→ **WHAT TO PRODUCE**:
Give back the data exactly, with no images.

→ **Stored data**:
=== Begin Enclosure ===

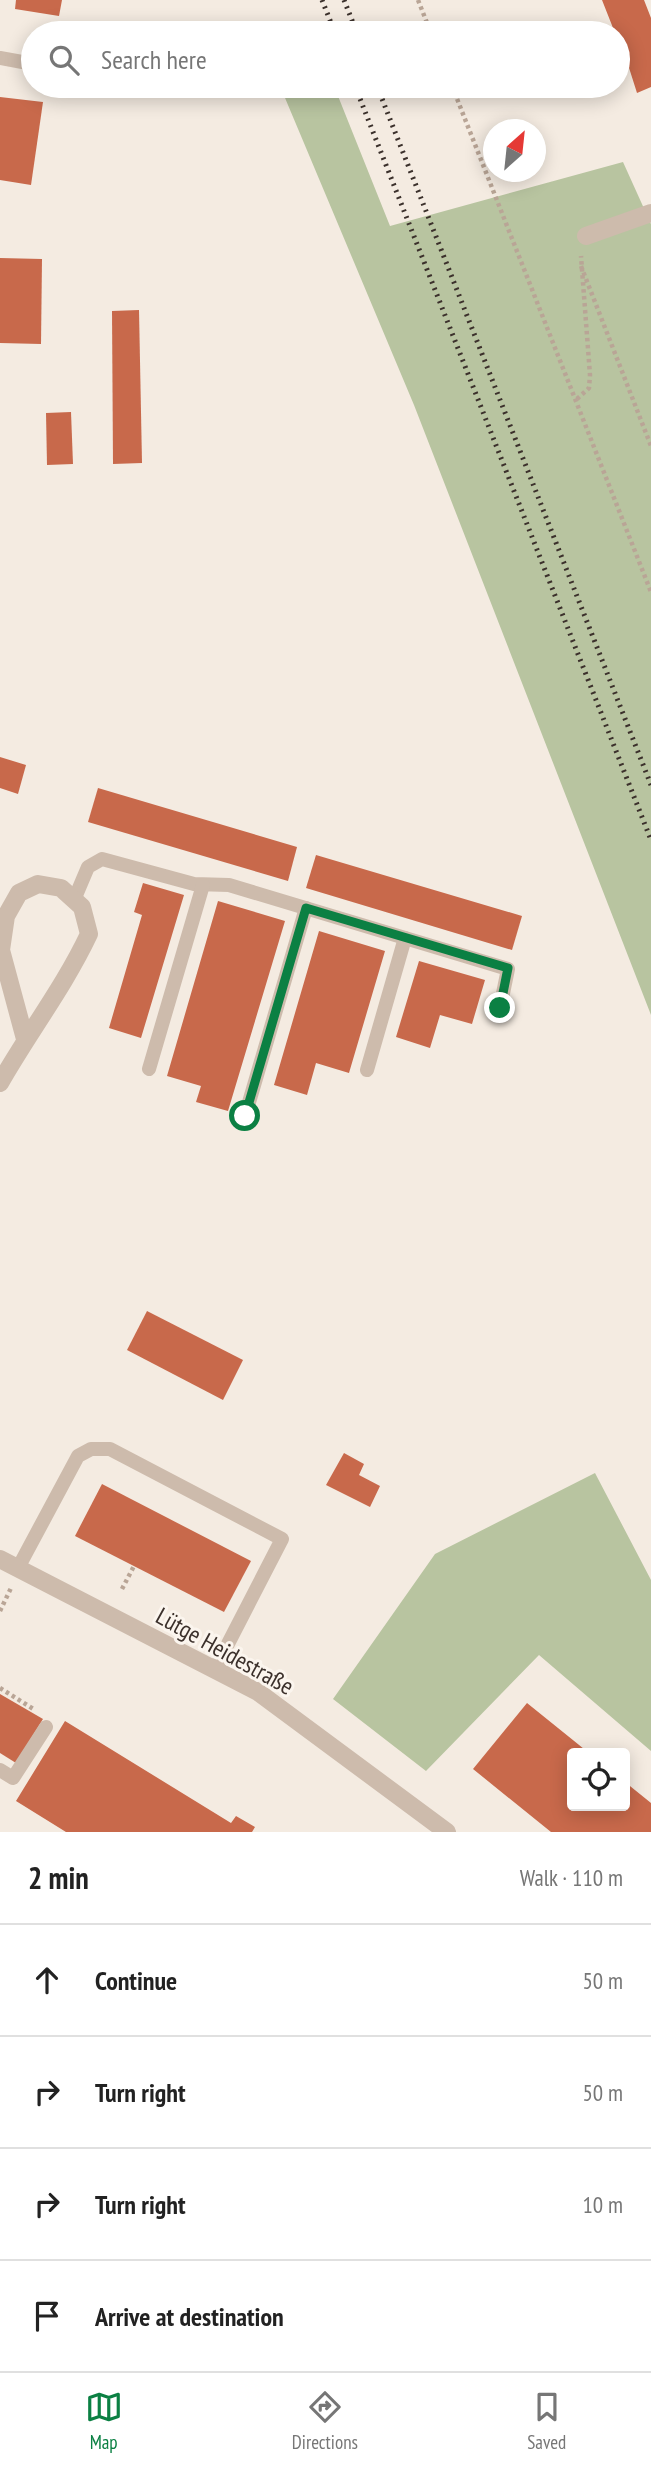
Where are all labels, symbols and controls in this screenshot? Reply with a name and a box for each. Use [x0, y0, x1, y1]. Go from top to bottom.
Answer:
search box [21, 21, 630, 98]
icon: search [45, 41, 83, 79]
text: Search here [101, 43, 207, 76]
north arrow [483, 119, 546, 182]
route end [484, 992, 515, 1023]
route start [229, 1100, 260, 1131]
street label: Lütge Heidestraße [151, 1600, 299, 1702]
map controls [567, 1748, 630, 1811]
button: locate [567, 1748, 630, 1811]
text: 2 min [28, 1858, 89, 1897]
text: Walk · 110 m [520, 1863, 623, 1892]
icon: ahead [28, 1961, 66, 1999]
text: Continue [95, 1964, 177, 1997]
text: 50 m [582, 1966, 623, 1995]
icon: right [28, 2073, 66, 2111]
text: Turn right [95, 2076, 186, 2109]
text: 50 m [582, 2078, 623, 2107]
icon: right [28, 2185, 66, 2223]
text: Turn right [95, 2188, 186, 2221]
text: 10 m [582, 2190, 623, 2219]
icon: arrive [28, 2297, 66, 2335]
text: Arrive at destination [95, 2300, 284, 2333]
tab: Map [85, 2388, 123, 2454]
tab: Directions [292, 2388, 358, 2454]
tab: Saved [527, 2388, 566, 2454]

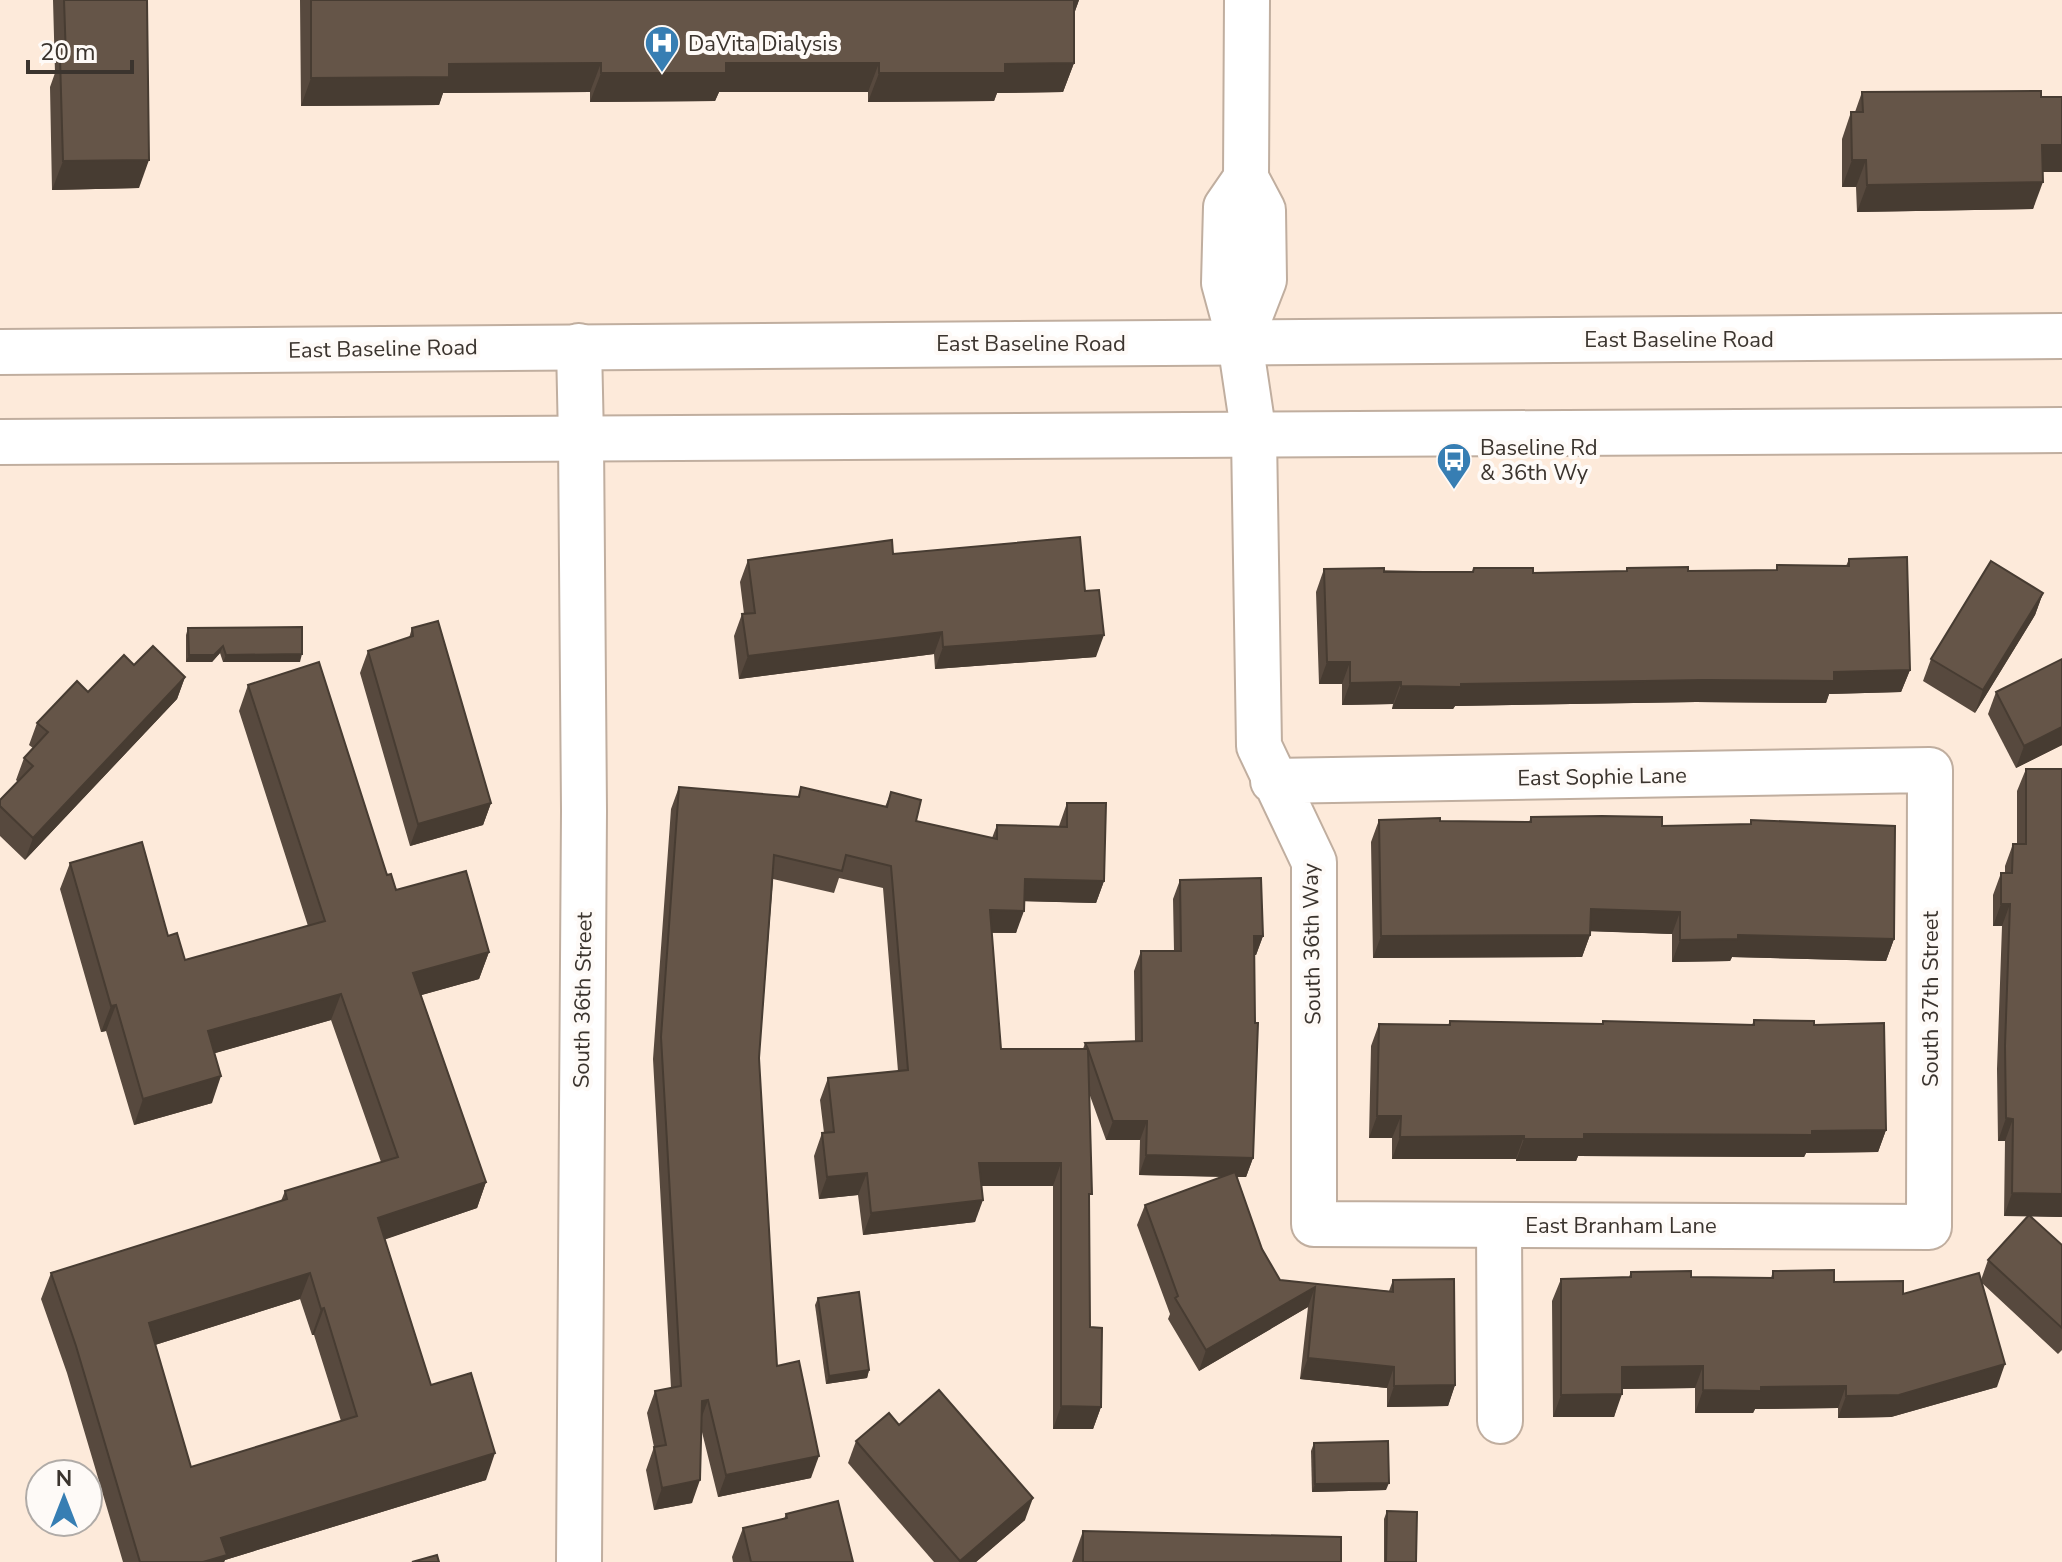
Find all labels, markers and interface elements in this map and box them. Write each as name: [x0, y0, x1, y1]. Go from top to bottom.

=== End Enclosure ===

→ **EXERCISE ANSWER**:
Where are all labels, symbols and controls in this screenshot? Reply with a name and a box for each. Use [x0, y0, x1, y1]. Go from top to bottom.
Answer:
search box [21, 21, 630, 98]
icon: search [45, 41, 83, 79]
text: Search here [101, 43, 207, 76]
north arrow [483, 119, 546, 182]
route end [484, 992, 515, 1023]
route start [229, 1100, 260, 1131]
street label: Lütge Heidestraße [151, 1600, 299, 1702]
map controls [567, 1748, 630, 1811]
button: locate [567, 1748, 630, 1811]
text: 2 min [28, 1858, 89, 1897]
text: Walk · 110 m [520, 1863, 623, 1892]
icon: ahead [28, 1961, 66, 1999]
text: Continue [95, 1964, 177, 1997]
text: 50 m [582, 1966, 623, 1995]
icon: right [28, 2073, 66, 2111]
text: Turn right [95, 2076, 186, 2109]
text: 50 m [582, 2078, 623, 2107]
icon: right [28, 2185, 66, 2223]
text: Turn right [95, 2188, 186, 2221]
text: 10 m [582, 2190, 623, 2219]
icon: arrive [28, 2297, 66, 2335]
text: Arrive at destination [95, 2300, 284, 2333]
tab: Map [85, 2388, 123, 2454]
tab: Directions [292, 2388, 358, 2454]
tab: Saved [527, 2388, 566, 2454]

Find all labels, markers and interface elements in this map and box them. Write each as name: [x0, y0, x1, y1]. Go from top to bottom.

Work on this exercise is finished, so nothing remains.